Sunday, October 19, 2008

With Powell and Buffett, Sen. Obama has poor endorsers that won't help him with undecideds



Listening to New York Times columnist Thomas Friedman today, Sen. Barack Obama has the best possible celebrities endorsing him in former Secretary of State Colin Powell and billionaire blusterer Warren Buffett.

But these two figures mean nothing to Main Street voters. People with titles including Friedman carry no clout here. They are far removed from reality in households struggling to pay monthly mortgages, losing their homes, unable to afford tuition for their children already in school and losing their jobs. They know nothing of the growing fear. Their only fear is making the next dinner party list and CNBC appearance.

Buffett and Powell just represent two more people who lied to the American people. And we are tired of this lack of respect and common decency. There is a palpable anger that will be unleashed on Nov. 4 that may well surprise a news media now speaking of what to do with an election night that's over early with an Obama landslide.


Silly, stupid people!

Last Friday, Buffett -- a key Obama financial advisor -- told investors like you and me to jump back into the stock market like he is. Get greedy, he exhorted us.

But Buffett did not tell us how differently he invests from us. While he will buy a big mass of public stock in a company with his billions, he shores up his investment with a commitment from the company to allow him to buy its preferred stock.

That's the private vintage offered only to corporate fatcats and their buddies. Such stock pays a 10-percent dividend each quarter, paying Buffett big bucks no matter whether the stock is up or down.

That's like having a card shark doing the dealing for your benefit at the weekly poker game.

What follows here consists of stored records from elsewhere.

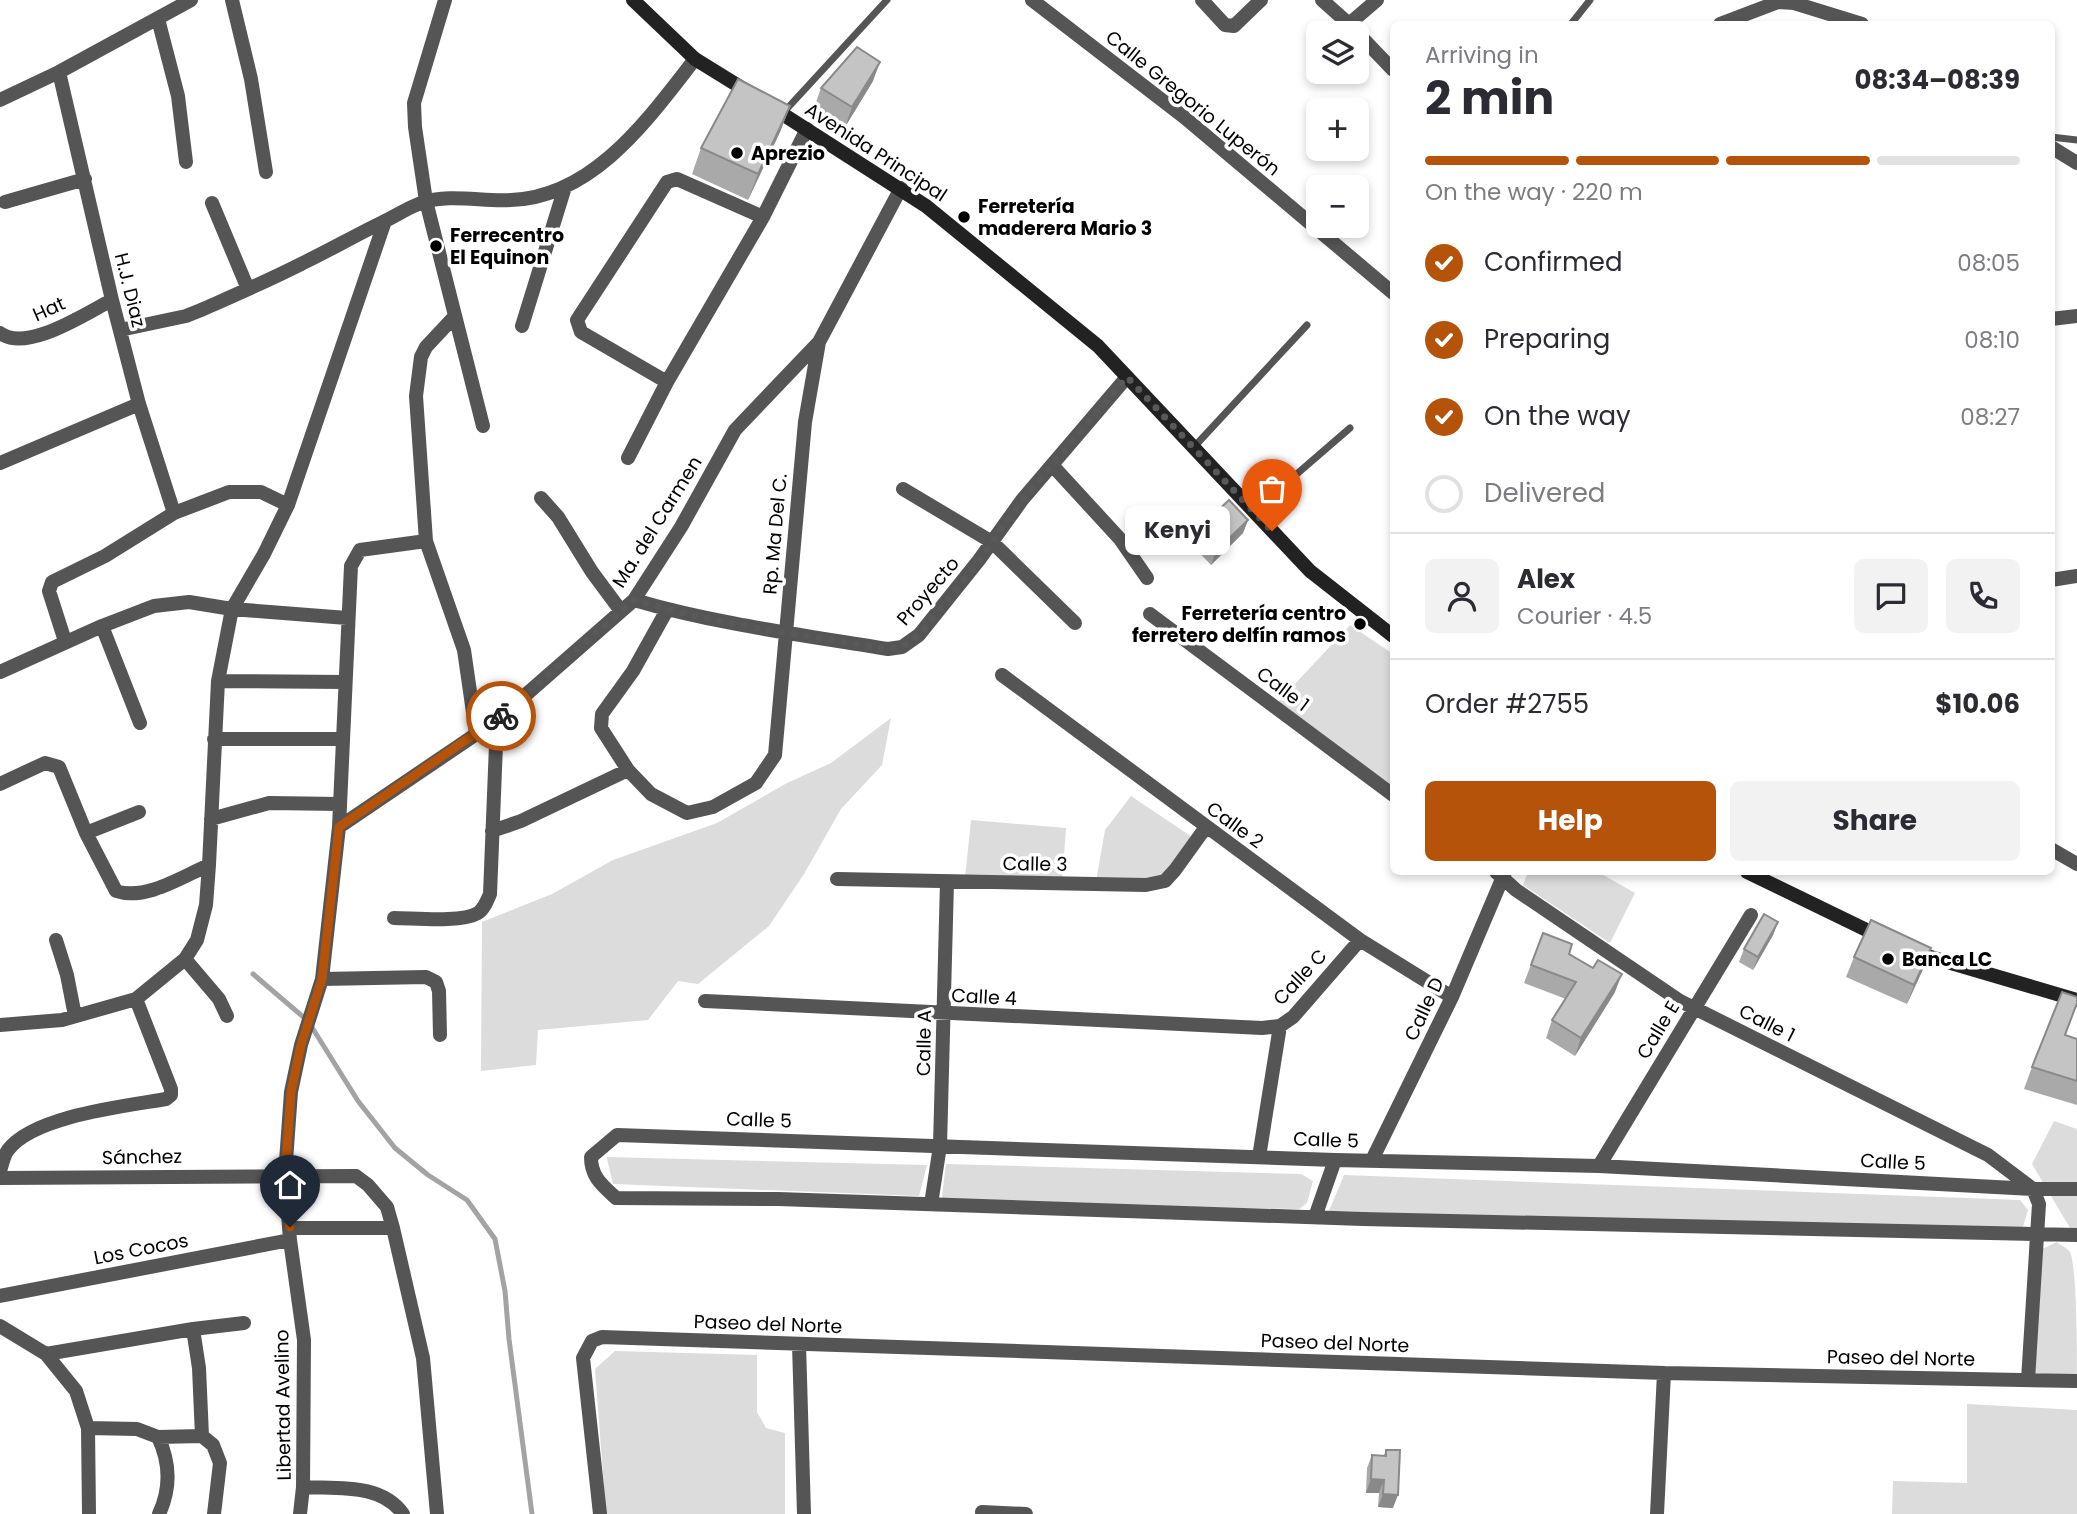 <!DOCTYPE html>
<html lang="en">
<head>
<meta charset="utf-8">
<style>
  body { margin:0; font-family:Poppins,sans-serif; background:#f2f2f3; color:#2b2b33; height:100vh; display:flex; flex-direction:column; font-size:26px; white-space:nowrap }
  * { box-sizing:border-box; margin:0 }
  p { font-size:23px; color:#7c7c81 }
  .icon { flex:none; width:38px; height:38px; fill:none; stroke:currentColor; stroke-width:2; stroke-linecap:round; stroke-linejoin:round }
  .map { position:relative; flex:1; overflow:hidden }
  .drawer { position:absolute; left:1390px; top:21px; width:665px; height:854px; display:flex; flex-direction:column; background:#fff; border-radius:10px; box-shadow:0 4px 10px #0003 }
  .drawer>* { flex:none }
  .controls { position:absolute; left:1306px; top:21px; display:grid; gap:14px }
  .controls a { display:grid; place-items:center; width:63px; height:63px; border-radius:10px; background:#fff; box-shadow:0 4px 10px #0003; font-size:35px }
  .pin { position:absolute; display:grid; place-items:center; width:60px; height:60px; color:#fff; margin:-72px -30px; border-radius:50% 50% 50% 0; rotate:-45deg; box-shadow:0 0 7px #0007 }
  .pin .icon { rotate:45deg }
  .courier { position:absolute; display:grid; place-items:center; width:70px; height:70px; margin:-35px; border:5px solid #b45309; border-radius:50%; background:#fff; color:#222; box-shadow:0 2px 9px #0007 }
  .bubble { position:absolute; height:49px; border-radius:10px; background:#fff; box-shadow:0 4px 10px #0003; font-size:23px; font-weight:700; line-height:49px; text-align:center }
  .overview em { font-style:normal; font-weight:700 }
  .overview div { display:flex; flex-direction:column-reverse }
  .overview { display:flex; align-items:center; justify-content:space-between; height:119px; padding:0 35px }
  h1 { font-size:46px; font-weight:700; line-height:52px }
  .bar { display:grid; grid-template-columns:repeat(4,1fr); gap:10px 7px; align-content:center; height:84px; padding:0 35px }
  .bar i { height:9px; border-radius:5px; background:#e1e1e2 }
  .bar .selected { background:#b45309 }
  .bar p { grid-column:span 4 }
  .line { display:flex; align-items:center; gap:18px; padding:0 35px; border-top:2px solid #e1e1e2 }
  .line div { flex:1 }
  .round { display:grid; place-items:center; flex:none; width:74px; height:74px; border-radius:10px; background:#f2f2f3 }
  ol { padding:0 35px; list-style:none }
  li { display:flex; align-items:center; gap:21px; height:77px }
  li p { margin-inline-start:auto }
  li .icon { padding:7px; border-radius:50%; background:#b45309; color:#fff; stroke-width:4 }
  li:last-child { color:#7c7c81 }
  li i { width:38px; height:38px; border:4px solid #e1e1e2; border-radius:50% }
  .action { display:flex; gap:14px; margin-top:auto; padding:14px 35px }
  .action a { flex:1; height:80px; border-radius:10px; background:#b45309; color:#fff; font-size:28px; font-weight:700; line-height:80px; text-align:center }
  .action a+a { background:#f2f2f3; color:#2b2b33 }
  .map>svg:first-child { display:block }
</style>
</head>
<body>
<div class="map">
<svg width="2077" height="1514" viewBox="0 0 2077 1514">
  <rect width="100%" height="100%" fill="#fff"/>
  <path fill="#dcdcdc" d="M1350 625 1393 654V787L1278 702Z
    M891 718 882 765 841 809 804 874 769 926 698 984 678 981 648 1020 538 1030 536 1065 481 1071 482 922 552 894 613 860 717 823 787 783 831 763Z
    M1131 796 1192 837 1163 881H1096L1105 830Z
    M971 820 1066 828 1062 883 965 878Z
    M1528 872H1598L1635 893 1610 943 1523 885Z
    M2054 1121 2077 1129V1229L2070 1228 2032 1164Z
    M604 1146 607 1157 927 1165 919 1196 613 1184Z
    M946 1164 1301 1174 1313 1181 1307 1203 1299 1209 941 1204Z
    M1344 1175 2020 1200 2028 1210 2021 1234 1329 1211Z
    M2057 1242C2060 1245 2067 1248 2070 1252 2077 1267 2077 1354 2077 1377L2033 1376 2042 1249Z
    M615 1351 757 1355V1412L766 1428 785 1433V1514H606L595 1369Z
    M1967 1404 2077 1410V1514H1892L1893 1481 1967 1483Z"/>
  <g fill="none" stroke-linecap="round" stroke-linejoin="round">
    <path stroke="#a3a3a3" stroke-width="5" d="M253 974 308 1021 358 1101 395 1148 428 1175 467 1200 495 1239 505 1291 509 1339 532 1514"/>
    <path stroke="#555" stroke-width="7" d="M1571 24 1590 0
      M783 113 887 0
      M2051 137 2077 140
      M1194 447 1307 325
      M1254 511 1350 428"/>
    <path stroke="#555" stroke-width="14" d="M232 0 251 79 266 172
      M445 0 414 103 415 127 426 201 483 426
      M1032 0 1184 117 1393 293
      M1202 0 1225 25 1234 26 1261 0
      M1322 0 1349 24 1393 70
      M158 19 178 96 186 162
      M1349 24 1377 0
      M1720 24 1778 2 1794 3 1862 24
      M59 72 112 300 139 404 174 513
      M0 100 59 72 191 0
      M2051 147 2077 163
      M5 202 85 179
      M212 203 248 289
      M455 316 426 347 421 357 416 396 426 541 464 650 476 733
      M2051 319 2077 316
      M522 326 565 187
      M120 330 186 316 201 310C235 295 270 280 303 263 330 250 356 235 383 222 396 216 407 208 421 203 450 193 482 202 511 200 594 197 649 118 695 59
      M0 333C27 353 86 313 112 300
      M667 382 581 332 577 320 667 182 677 179 763 217
      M628 458 667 382 763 217 807 129
      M0 463 139 404
      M1052 465 1120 539 1147 578
      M903 489 992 542 1075 623
      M541 498 558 517 592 572 621 611
      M2051 580 2077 576
      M634 600C716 624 803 635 888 649L902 647 919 635 979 560 1022 500 1127 377
      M667 610 633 671 602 714 601 728 628 770 651 794 687 813 713 807 756 783 775 755 805 422 819 342 901 188
      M1150 614 1393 795
      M102 626 154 606 189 602 232 609 347 618
      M65 641 49 591 52 582 105 556 174 513 229 492H261L288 505
      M0 672 102 626 140 723
      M1002 675 1360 940 1452 997
      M218 681 345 682
      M214 739H342
      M0 784 45 763 59 767 86 833 116 891C145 901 182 877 209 865
      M211 819 269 803 340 804
      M339 827 497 720 634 600 681 527 735 430 818 343
      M492 831 521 821 628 770
      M86 833 139 812
      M2051 849 2077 864
      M1496 872 1516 890 1680 1001 1988 1155 2033 1189
      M837 879 1146 885 1165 881 1175 870 1206 827
      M394 918C414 918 461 923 478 913 484 909 487 901 490 894L497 720
      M56 940 67 975 75 1016
      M185 959 219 999 227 1016
      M322 979 426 977 436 982 439 991 440 1035
      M705 1001 1262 1028 1280 1026 1293 1017 1360 940
      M0 1025 62 1020 136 999 185 959 197 940 206 905 209 865 218 681 232 609 264 554 288 505 385 221
      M1259 1157 1280 1026
      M1372 1160 1452 997 1505 872
      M1599 1166 1751 915
      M0 1171C2 1165 4 1155 8 1150 33 1116 125 1106 166 1099L171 1095V1089L136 999
      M0 1178 356 1176 368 1185 387 1207 393 1228 423 1358 437 1514
      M2077 1189H2033L1599 1166 1335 1160 617 1135 591 1157C591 1177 602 1185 616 1198L778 1199 1363 1219 2077 1235
      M931 1204 940 1146 947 882
      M1315 1217 1335 1160
      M290 1228H393
      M0 1296 290 1240
      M0 1326 46 1354 76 1391 88 1428 89 1514
      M193 1329 244 1323
      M799 1344 804 1514
      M46 1354 193 1329 199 1368 202 1436
      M2028 1380 2039 1204 2033 1189
      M88 1428 137 1429 158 1437 202 1436 213 1445 220 1463 214 1514
      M158 1437C170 1462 171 1488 159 1514
      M303 1487C338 1489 381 1483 403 1514
      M982 1512 1026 1514
      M300 1514 303 1487 304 1340 290 1240 285 1175 291 1092 301 1045 322 979 339 827 351 566 360 550 426 541
      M600 1514 583 1358 592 1341 602 1337 1664 1373 2077 1381
      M1657 1514 1664 1373"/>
    <path stroke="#222" stroke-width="14" d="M633 0 695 59 750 93
      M770 106 926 206 1098 346 1310 571 1393 636
      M1747 872 1883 938
      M1910 951 2077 1000"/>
  </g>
  <path fill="#a9a9a9" d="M873 81 845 127 814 108 821 88Z
    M790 106 780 132 748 200 692 174 701 148Z
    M1248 520 1243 533 1211 565 1192 545 1196 531Z
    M1778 922 1773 935 1753 970 1739 962 1744 949Z
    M1543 933 1615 992 1575 1056 1546 1038 1552 1020 1566 999 1524 983Z
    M1854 957 1924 967 1907 1004 1846 977Z
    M2065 1035 2077 1039V1105L2024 1089 2032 1067Z
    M1386 1450 1393 1508 1378 1507 1379 1493H1366L1367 1468 1372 1455H1384Z"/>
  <path fill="#898989" d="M880 62 873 81 845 127 852 107Z
    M790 106 780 132 748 200 758 174Z
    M1248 520 1243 533 1211 565 1216 551Z
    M1778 922 1773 935 1753 970 1758 957Z
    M1931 948 1924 967 1907 1004 1914 985Z
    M1622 974 1615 992 1575 1056 1581 1038Z
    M1371 1479 1384 1480 1379 1493H1366Z
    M1383 1494 1398 1495 1393 1508 1378 1507Z"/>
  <path fill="#c4c4c4" stroke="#898989" stroke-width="2" d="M857 47 880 62 852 107 821 88Z
    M738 79 790 106 758 174 701 148Z
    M1229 500 1248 520 1216 551 1196 531Z
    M1764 914 1778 922 1758 957 1744 949Z
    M1871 920 1931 948 1914 985 1854 957Z
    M1543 933 1572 944 1569 954 1593 968 1598 960 1622 974 1581 1038 1552 1020 1576 982 1531 965Z
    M2062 992 2077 997V1003L2065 1035 2077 1039V1081L2032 1067Z
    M1386 1450H1400L1398 1495 1383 1494 1384 1480 1371 1479 1372 1455 1386 1456Z"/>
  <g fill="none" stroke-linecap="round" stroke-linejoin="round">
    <path stroke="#595959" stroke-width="7" stroke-dasharray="0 12.6" d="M501 716 634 600C716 624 803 635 888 649L902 647 919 635 979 561 1022 500 1127 377 1272 531"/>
    <path stroke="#b45309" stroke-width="9" d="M290 1227 285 1175 291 1092 301 1045 322 979 339 827 501 716"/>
  </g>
  <g fill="#000" stroke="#fff" stroke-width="2.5">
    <circle cx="737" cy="153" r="7"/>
    <circle cx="964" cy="217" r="7"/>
    <circle cx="436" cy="246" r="7"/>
    <circle cx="1360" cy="624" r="7"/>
    <circle cx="1888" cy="959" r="7"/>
  </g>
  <g text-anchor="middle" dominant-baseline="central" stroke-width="7" stroke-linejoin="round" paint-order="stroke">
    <g font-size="19" fill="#000" stroke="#fff">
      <text transform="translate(1193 103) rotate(39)">Calle Gregorio Luperón</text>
      <text transform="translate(876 152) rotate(33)">Avenida Principal</text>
      <text transform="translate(130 290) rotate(76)">H.J. Diaz</text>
      <text transform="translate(49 309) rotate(-24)">Hat</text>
      <text transform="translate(657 522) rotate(-58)">Ma. del Carmen</text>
      <text transform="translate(775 534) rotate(-85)">Rp. Ma Del C.</text>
      <text transform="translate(928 591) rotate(-49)">Proyecto</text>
      <text transform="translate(1283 689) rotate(37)">Calle 1</text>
      <text transform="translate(1235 825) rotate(36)">Calle 2</text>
      <text transform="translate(1035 864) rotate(1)">Calle 3</text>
      <text transform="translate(1300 977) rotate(-47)">Calle C</text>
      <text transform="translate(984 997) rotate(3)">Calle 4</text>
      <text transform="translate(1424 1009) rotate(-65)">Calle D</text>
      <text transform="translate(1767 1023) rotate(27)">Calle 1</text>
      <text transform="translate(1658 1030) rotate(-59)">Calle E</text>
      <text transform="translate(924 1043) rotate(-89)">Calle A</text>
      <text transform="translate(759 1120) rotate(2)">Calle 5</text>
      <text transform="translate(1326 1140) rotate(2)">Calle 5</text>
      <text transform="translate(142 1157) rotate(-1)">Sánchez</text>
      <text transform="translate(1893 1162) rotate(3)">Calle 5</text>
      <text transform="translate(141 1249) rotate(-11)">Los Cocos</text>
      <text transform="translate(768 1324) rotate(2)">Paseo del Norte</text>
      <text transform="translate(1335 1343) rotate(2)">Paseo del Norte</text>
      <text transform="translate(1901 1358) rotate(1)">Paseo del Norte</text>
      <text transform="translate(283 1405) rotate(-91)">Libertad Avelino</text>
    </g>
    <g font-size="19" font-weight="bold" fill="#000" stroke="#fff" text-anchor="start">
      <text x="751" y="153">Aprezio</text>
      <text x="978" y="206">Ferretería<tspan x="978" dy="22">maderera Mario 3</tspan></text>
      <text x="450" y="235">Ferrecentro<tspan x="450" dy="22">El Equinon</tspan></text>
      <text x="1346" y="613" text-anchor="end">Ferretería centro<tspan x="1346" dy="22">ferretero delfín ramos</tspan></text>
      <text x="1902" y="959">Banca LC</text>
    </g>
  </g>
</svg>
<div class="controls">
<a><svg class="icon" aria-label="layers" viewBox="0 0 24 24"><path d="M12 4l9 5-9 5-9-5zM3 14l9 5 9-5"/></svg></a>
<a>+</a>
<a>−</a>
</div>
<div class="pin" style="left:1272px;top:531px;background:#ea580c"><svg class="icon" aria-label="bag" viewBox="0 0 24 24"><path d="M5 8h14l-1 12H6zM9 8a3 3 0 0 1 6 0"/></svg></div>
<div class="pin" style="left:290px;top:1227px;background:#1f2937"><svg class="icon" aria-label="home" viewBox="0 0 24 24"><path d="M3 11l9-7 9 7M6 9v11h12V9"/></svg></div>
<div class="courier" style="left:501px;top:716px"><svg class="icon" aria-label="bike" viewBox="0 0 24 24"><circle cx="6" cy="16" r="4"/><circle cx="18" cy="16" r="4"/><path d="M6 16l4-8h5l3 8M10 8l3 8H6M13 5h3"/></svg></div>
<div class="bubble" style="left:1125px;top:506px;width:105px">Kenyi</div>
<section class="drawer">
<div class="overview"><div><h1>2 min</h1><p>Arriving in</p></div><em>08:34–08:39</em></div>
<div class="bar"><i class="selected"></i><i class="selected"></i><i class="selected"></i><i></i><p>On the way · 220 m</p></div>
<ol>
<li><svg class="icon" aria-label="check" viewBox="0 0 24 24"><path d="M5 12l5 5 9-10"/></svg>Confirmed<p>08:05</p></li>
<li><svg class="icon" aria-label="check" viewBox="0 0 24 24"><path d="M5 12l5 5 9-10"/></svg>Preparing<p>08:10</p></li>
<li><svg class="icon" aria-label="check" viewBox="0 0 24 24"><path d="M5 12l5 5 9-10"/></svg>On the way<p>08:27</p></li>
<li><i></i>Delivered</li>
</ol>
<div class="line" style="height:126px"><a class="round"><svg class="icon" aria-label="person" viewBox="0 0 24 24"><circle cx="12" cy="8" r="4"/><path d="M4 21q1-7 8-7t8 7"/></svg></a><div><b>Alex</b><p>Courier · 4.5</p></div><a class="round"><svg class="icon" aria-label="chat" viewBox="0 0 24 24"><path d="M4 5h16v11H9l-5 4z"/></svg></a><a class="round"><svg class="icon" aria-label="phone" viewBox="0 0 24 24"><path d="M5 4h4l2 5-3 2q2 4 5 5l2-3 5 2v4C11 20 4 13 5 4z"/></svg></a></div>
<div class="line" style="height:91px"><div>Order #2755</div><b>$10.06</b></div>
<div class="action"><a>Help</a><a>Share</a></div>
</section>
</div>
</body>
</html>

Someone has to lose, and it is going to be your stupid buddies. Buffett should be ashamed of his reckless advice to the American people. The game is fixed for him to profit no matter what. We don't get the same advantage.

Powell told Congress and the United Nations that Iraq had weapons of mass destruction that needed to be taken out. He claimed the Iraqis were driving around trucks making lethal chemicals. He was wrong. And more than 4,000 Americans have lost their lives for his lies and more than 100,000 Iraqi civilians have died.

Bob Woodward's book War Within recounts a meeting of a bipartisan panel on Iraq in which Powell blew up in anger when questioned on his contention that this nation should invade. One panelist said after Powell walked out: "He's the one guy who could have stopped this from happening." So how does Powell really fit with a presidential candidate who opposed going into the war in the first place?


Meanwhile, the former secretary of state still goes around making speeches and big money without being held accountable for his actions that made an invasion of Iraq possible.

He represents just another in a long line of inside-the-Beltway officials who have lied to the American people. His endorsement means little in a tightening presidential race in which neither choice for the White House is acceptable to undecided voters.

In such cases, undecideds will go to the known commodity. And that's Sen. John McCain, despite the starry-eyed assessment by Friedman today that means nothing on darkening Main Streets across the nation.